This post is about the PredNet and CortexNet papers. I worked on them briefly while beginning to learn pytorch and am now trying to use them in my Mini-P (Video frame interpolation)
Also read:
- Prof. Culurciello talks about Prednet on his medium blog
CortexNet
Motivation
We learn a lot in unsupervised setting. Babies learn to track faces. We learn to predict and visualise. Our visual system is robust to perturbations. Inspired by human visual cortex, the failry generic architecture models top-down (feedforward), bottom-up (feedback) and lateral (temporal) connections.

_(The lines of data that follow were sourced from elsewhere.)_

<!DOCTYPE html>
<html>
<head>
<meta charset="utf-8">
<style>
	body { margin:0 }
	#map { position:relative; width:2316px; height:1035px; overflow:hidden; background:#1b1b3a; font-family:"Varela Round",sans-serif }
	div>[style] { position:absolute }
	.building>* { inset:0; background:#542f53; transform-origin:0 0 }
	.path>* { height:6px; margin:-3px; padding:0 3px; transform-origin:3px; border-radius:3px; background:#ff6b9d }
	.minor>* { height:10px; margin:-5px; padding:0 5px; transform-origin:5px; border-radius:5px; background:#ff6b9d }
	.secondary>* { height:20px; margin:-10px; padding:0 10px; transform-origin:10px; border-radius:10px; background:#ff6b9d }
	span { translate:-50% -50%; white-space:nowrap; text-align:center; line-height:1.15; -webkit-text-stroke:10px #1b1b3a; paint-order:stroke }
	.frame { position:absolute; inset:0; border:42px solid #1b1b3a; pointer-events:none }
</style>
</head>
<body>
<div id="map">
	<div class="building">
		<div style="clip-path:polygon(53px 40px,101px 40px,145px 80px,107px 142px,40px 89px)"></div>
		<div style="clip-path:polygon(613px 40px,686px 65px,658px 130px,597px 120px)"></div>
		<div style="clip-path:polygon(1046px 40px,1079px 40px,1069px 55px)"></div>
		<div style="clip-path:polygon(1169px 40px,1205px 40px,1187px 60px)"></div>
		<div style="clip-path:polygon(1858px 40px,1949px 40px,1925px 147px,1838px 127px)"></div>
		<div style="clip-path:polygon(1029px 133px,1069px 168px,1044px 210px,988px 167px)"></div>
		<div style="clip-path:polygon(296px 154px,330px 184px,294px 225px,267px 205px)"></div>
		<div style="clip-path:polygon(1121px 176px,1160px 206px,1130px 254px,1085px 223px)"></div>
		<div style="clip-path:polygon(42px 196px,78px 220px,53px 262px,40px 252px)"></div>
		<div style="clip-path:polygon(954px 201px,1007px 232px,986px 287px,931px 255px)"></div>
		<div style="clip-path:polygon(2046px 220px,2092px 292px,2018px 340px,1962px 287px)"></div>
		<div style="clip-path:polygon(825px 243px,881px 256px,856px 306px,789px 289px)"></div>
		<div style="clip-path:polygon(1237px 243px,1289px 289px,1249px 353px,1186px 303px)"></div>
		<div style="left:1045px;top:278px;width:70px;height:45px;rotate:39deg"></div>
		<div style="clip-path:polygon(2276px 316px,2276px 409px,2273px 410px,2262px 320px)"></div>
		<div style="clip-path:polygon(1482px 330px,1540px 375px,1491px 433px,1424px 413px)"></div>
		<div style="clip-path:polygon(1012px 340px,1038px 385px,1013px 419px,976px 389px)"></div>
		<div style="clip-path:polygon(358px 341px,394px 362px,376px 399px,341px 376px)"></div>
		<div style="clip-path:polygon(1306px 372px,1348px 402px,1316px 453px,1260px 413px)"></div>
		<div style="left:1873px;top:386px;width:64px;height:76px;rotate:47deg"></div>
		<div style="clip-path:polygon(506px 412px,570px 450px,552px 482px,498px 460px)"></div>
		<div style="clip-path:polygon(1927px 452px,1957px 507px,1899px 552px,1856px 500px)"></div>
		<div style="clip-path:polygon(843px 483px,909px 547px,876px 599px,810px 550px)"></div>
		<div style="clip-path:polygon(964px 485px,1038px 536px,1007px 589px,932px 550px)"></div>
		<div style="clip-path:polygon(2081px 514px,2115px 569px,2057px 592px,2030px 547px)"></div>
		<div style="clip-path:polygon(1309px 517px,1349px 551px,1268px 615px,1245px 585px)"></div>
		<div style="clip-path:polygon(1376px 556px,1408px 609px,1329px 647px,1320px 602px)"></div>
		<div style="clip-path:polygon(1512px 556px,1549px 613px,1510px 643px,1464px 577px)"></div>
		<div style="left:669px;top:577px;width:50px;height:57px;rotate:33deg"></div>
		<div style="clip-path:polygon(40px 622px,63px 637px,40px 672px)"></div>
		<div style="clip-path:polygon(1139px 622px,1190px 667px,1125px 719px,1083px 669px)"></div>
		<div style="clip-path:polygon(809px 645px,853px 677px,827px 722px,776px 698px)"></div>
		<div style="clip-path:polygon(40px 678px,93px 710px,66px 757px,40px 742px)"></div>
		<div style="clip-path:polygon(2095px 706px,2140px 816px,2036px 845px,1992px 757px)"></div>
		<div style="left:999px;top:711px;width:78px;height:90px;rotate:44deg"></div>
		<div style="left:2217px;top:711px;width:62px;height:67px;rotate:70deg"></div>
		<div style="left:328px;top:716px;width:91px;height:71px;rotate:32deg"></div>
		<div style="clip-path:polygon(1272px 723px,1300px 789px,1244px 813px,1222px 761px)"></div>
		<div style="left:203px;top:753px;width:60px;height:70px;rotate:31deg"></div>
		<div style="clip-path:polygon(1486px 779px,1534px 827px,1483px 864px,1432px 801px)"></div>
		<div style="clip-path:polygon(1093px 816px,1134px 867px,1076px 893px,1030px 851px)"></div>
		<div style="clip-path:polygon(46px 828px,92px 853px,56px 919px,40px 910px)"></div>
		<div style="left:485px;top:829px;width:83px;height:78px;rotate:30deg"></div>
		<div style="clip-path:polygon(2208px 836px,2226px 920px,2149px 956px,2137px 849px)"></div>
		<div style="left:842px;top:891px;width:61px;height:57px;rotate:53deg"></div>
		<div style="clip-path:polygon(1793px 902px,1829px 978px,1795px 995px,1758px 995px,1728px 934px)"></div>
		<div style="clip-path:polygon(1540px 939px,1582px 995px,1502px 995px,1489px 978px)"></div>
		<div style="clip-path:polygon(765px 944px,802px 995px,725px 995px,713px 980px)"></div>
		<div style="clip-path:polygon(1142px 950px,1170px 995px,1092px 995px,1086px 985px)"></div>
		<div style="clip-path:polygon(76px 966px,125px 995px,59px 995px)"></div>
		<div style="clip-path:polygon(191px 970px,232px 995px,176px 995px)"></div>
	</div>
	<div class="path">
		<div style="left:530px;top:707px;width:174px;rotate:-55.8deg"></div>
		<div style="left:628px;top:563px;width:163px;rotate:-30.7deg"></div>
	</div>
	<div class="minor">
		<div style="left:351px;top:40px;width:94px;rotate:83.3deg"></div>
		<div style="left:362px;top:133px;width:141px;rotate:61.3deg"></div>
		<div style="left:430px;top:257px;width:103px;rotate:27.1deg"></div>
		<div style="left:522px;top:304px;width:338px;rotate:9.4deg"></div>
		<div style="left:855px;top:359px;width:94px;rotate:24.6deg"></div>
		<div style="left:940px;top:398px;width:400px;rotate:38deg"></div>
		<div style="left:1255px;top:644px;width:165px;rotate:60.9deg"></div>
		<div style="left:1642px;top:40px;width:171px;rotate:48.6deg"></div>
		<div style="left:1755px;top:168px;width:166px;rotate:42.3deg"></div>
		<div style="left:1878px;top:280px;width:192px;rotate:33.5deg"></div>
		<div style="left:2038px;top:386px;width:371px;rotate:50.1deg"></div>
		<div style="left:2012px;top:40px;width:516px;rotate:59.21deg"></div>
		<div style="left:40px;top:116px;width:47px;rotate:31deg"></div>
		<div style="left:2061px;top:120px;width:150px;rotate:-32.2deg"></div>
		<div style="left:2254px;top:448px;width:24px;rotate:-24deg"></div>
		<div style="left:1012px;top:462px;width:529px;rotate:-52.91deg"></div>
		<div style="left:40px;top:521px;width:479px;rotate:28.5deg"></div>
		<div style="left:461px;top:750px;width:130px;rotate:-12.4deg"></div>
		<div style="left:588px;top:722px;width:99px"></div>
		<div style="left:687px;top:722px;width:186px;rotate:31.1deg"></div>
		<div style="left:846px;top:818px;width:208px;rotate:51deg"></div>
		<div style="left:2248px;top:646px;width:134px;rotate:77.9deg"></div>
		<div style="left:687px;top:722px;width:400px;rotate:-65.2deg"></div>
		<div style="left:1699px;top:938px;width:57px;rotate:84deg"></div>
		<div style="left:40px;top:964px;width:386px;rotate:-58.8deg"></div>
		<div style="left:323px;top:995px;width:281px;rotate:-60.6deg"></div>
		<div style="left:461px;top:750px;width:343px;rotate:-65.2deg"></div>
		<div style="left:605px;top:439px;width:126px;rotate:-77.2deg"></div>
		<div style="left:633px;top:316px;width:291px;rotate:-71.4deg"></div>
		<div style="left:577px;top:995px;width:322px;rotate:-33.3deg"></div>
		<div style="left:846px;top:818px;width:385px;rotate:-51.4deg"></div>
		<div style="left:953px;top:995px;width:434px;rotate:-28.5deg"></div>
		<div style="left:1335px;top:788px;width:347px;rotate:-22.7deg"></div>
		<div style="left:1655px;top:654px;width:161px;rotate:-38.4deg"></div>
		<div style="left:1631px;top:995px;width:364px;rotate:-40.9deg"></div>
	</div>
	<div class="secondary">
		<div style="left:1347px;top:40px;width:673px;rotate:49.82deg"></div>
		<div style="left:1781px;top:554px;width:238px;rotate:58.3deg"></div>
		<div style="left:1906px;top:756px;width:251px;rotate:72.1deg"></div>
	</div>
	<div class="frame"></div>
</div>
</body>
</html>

Interesting Claims: The model learns to (1) compensate for camera egomotion, (2) predict object trajectory and (3) give attention to one object at a time. (However I don’t find explicit experiments demonstrating the same.. at least point 3 should be.)
Model architecture and losses
[TODO] However, basically see Figure 1 and read its description first. Then read Section 3. Then see figure 2. Then read its description. Then read the text below it.
Experiments
-
Predicting future frames
-
Video Classification
Results
I don’t see proper comparision and results etc. But a friend has said that this worked for him above all other approaches in a related project on video stylization.
Code
Amazing code is available at their github repo
Definitely go through it if you are learning pytorch.
PredNet
Relation to CortexNet
-
Ladder sort of network
-
Predictive Coding
-
Predecessor to CortexNet
Differences:
-
Uses ConvLSTM
-
Much better experiments and results.